So with our recent move to SA... We sold the mini farm, & the decision was made that the kids and I were going to focus on us & KjC. So we stalked down barns & trainers here in SA. After 3 days of lessons, tours and chats... we found a barn that has everything we could want & a trainer that understands the fact that I’ve been on my own, except for the occasional lesson here and there since 2008.
I have confidence issues. They don’t stem from my ponies, but from outside sources. I was always the kid/young adult that was thrown on everything. When I was younger I was blessed to have a Dad & family that gave up everything to make sure I had the very best instruction & as good of a horse/pony that we could afford. Fortunately I was a great pupil and often got catch rides on amazing creatures, BUT with that came something different after the age of 16.

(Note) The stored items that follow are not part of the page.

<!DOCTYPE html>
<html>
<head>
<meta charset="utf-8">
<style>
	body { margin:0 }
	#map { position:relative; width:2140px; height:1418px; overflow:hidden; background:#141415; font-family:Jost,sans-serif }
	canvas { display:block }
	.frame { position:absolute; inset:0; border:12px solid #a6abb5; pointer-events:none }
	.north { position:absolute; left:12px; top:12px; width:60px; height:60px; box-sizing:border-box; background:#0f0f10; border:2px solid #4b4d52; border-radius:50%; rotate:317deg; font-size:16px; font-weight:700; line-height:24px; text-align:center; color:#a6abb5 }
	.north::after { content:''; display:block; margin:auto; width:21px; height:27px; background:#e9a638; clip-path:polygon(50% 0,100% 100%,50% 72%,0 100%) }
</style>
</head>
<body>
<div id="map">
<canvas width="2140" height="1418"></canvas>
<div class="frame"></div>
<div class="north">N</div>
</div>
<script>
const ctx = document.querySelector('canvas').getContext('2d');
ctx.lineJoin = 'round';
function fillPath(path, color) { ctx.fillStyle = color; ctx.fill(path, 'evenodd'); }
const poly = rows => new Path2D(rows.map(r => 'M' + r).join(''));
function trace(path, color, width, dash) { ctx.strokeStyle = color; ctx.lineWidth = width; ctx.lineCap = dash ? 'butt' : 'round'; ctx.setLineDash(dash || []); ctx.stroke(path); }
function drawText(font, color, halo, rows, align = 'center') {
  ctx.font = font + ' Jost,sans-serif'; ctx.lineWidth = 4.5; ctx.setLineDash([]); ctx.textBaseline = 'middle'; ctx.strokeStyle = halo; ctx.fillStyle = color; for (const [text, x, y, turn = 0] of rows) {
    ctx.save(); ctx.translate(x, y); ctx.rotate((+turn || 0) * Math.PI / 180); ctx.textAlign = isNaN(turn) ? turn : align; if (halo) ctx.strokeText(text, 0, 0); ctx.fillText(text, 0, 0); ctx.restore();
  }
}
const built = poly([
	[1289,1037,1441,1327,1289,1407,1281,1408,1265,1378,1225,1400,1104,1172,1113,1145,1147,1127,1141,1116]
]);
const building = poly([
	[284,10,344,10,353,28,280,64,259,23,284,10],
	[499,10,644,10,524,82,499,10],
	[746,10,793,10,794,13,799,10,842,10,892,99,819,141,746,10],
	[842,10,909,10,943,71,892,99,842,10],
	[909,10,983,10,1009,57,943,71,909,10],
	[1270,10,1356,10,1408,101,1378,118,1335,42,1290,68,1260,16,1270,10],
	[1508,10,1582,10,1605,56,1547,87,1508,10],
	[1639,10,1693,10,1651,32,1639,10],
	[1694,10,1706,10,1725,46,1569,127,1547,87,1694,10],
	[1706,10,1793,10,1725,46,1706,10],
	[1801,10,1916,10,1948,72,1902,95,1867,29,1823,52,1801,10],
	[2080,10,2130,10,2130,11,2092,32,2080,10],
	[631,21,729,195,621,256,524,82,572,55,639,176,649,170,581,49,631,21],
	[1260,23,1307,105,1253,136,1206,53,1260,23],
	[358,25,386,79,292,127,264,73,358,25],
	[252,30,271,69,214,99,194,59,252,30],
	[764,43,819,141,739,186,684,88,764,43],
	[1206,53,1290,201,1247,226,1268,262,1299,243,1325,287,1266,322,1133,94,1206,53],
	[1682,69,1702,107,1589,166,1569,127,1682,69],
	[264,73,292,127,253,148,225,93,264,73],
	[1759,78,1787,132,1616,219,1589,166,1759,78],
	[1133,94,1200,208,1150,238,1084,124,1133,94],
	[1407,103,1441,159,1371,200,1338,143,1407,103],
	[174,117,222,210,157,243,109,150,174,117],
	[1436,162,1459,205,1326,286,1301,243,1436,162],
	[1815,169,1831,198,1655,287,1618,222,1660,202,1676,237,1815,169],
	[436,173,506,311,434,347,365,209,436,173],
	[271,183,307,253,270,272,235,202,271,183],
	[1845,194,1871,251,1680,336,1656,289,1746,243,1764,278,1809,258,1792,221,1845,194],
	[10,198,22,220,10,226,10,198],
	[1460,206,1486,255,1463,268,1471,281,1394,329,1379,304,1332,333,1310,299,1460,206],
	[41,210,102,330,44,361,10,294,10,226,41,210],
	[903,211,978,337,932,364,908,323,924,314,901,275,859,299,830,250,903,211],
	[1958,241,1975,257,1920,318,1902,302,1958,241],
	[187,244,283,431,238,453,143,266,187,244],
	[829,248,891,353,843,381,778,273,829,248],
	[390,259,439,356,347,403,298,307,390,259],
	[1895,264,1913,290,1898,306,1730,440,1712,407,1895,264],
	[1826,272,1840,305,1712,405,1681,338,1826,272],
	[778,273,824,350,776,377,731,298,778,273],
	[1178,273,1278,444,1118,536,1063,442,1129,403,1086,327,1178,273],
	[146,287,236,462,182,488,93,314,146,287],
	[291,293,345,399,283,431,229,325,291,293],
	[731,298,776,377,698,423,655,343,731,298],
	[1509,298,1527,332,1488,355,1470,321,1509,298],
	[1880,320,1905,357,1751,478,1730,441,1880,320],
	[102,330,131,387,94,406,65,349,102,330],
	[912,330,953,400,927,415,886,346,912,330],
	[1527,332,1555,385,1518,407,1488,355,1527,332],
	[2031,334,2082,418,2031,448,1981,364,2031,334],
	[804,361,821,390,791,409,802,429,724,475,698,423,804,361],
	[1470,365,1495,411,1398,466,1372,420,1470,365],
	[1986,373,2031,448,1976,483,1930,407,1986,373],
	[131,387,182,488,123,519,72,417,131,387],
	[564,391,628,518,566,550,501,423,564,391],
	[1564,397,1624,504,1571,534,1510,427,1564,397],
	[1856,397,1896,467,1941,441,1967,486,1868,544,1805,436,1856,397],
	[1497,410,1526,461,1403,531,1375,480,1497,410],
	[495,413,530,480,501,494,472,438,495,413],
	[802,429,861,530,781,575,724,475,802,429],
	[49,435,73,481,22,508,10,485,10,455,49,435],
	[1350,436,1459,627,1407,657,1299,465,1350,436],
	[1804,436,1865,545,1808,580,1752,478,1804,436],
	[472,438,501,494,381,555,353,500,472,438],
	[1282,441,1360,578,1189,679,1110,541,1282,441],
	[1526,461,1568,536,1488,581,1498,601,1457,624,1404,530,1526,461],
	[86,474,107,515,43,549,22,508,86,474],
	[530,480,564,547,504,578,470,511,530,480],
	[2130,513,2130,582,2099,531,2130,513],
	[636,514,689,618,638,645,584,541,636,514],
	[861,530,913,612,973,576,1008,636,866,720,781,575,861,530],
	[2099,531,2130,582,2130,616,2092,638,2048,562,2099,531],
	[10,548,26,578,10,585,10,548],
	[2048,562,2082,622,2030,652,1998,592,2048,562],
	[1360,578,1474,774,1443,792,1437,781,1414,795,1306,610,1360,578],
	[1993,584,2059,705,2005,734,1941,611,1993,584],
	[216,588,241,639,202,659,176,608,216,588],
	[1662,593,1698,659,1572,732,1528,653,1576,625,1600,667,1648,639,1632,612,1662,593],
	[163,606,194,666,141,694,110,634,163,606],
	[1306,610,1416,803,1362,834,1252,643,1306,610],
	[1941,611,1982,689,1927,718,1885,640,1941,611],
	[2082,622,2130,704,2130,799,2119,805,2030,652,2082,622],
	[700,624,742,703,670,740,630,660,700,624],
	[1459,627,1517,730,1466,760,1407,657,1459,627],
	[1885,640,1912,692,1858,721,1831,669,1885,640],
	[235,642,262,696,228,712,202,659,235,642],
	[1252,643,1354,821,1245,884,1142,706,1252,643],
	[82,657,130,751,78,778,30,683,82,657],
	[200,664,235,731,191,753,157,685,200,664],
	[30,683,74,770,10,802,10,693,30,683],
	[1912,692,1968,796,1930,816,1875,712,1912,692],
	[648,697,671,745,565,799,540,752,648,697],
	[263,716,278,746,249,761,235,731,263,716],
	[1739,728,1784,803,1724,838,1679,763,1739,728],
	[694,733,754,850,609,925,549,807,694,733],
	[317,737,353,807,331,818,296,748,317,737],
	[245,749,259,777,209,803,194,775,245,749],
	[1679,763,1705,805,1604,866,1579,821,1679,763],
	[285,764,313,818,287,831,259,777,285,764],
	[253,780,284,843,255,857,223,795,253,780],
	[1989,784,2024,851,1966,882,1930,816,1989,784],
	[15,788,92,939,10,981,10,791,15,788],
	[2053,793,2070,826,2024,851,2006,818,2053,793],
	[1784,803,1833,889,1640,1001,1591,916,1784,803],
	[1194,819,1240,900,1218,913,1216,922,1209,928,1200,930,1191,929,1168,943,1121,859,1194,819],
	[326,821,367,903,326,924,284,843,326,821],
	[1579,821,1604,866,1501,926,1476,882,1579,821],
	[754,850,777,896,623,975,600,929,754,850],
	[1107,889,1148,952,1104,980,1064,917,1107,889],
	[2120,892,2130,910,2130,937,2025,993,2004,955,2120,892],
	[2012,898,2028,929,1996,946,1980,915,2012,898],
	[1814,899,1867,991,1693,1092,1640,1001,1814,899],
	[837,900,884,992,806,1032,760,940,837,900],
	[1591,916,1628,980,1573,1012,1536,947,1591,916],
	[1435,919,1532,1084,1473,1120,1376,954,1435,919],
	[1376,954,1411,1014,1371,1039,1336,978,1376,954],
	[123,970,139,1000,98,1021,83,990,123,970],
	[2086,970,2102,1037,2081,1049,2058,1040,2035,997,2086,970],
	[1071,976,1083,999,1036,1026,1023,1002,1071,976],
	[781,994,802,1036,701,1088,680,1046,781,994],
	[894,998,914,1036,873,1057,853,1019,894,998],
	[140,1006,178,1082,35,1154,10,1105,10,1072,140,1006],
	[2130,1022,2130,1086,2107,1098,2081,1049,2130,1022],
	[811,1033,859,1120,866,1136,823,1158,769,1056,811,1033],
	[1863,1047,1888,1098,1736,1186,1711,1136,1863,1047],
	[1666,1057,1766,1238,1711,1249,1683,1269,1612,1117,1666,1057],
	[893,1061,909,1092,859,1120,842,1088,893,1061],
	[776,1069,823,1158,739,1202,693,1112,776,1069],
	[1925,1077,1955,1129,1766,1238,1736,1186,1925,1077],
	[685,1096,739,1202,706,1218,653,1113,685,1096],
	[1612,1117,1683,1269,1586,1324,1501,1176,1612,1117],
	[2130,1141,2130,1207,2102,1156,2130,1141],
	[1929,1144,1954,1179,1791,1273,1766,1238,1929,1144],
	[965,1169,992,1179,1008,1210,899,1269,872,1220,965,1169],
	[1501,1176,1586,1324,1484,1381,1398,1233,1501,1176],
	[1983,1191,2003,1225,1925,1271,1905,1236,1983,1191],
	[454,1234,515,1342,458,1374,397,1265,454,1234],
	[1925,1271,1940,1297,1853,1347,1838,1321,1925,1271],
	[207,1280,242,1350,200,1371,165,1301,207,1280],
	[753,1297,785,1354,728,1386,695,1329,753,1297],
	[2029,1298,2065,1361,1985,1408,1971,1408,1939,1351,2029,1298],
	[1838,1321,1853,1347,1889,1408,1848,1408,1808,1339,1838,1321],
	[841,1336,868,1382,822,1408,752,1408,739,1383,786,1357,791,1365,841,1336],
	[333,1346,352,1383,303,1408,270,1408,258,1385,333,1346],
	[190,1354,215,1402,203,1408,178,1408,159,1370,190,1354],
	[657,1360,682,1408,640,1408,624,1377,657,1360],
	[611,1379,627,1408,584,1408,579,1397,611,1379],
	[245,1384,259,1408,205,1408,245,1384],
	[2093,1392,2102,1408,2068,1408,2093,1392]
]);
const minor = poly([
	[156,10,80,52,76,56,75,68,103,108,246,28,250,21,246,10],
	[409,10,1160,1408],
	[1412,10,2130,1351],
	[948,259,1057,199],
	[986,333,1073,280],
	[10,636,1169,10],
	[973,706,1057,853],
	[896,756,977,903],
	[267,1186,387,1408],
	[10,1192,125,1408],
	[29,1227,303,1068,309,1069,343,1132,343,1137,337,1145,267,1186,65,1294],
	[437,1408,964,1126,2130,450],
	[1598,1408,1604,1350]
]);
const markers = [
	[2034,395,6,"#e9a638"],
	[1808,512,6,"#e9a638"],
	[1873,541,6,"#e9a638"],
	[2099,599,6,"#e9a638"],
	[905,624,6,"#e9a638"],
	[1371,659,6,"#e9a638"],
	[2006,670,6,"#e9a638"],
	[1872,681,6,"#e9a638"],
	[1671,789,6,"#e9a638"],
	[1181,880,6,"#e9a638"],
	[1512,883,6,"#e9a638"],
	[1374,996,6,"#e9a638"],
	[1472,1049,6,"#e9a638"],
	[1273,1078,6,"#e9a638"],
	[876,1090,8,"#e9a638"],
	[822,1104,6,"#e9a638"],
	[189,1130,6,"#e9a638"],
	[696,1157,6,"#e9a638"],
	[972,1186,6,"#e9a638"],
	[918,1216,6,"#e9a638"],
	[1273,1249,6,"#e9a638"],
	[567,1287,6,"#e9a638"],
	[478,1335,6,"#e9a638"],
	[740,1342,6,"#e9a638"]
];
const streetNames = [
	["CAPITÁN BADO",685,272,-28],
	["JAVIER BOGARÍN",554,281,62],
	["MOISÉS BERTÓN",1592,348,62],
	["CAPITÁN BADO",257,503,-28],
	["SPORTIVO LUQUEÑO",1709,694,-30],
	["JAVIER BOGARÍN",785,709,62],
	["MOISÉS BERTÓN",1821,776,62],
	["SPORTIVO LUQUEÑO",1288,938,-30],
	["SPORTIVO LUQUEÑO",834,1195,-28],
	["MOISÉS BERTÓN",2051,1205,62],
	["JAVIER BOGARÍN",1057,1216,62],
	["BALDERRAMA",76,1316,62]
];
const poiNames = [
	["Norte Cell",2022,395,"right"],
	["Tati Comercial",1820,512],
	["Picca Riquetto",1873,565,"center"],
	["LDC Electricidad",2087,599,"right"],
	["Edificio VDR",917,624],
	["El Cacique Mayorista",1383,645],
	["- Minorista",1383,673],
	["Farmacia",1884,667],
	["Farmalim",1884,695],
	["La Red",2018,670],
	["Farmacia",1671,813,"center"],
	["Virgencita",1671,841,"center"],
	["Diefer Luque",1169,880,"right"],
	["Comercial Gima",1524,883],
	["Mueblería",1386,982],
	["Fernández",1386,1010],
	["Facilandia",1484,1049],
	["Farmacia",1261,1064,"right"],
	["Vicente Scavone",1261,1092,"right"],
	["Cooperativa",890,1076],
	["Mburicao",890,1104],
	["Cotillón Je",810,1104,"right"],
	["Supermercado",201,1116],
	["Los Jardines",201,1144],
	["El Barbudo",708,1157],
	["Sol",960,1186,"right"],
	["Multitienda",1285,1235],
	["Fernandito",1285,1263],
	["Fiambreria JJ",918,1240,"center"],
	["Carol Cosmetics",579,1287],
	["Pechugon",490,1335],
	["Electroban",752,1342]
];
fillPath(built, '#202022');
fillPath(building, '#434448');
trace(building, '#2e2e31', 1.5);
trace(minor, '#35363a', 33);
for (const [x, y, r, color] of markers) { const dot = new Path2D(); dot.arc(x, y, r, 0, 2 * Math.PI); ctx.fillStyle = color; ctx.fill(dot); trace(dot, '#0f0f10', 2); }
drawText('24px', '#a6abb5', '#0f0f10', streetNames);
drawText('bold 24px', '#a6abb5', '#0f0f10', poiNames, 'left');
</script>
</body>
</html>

Praise wasn’t really a thing anymore. Perfection was always the goal & let’s face facts... NO ONE IS PERFECT. No matter what I always gave 300% in each ride. I always said thank you so much to the owner for the ride, but when it was just me and my trainer(s). It was always 1000 things that were wrong & no explanation as to how to fix it. When I did lesson, or school around privately, it was never ok here’s how to fix it.. it was yelling on how can I not get something so simple.. you are hopeless... blah blah blah. As an adult, it took my mirror sister that I really didn’t want to face to say to me... you know they’ve all just beaten you down and you need to realize they did it because they didn’t want you to not need them.
So now after what seems like a lifetime, I’m in a program, and back to basics of slow, kindness, and explaining of stuff. No more yelling, WTF how stupid can you be... etc.
im super excited that pones and I get to get our shit together, work on us, & work on healing the wounds of mental beat downs of the past.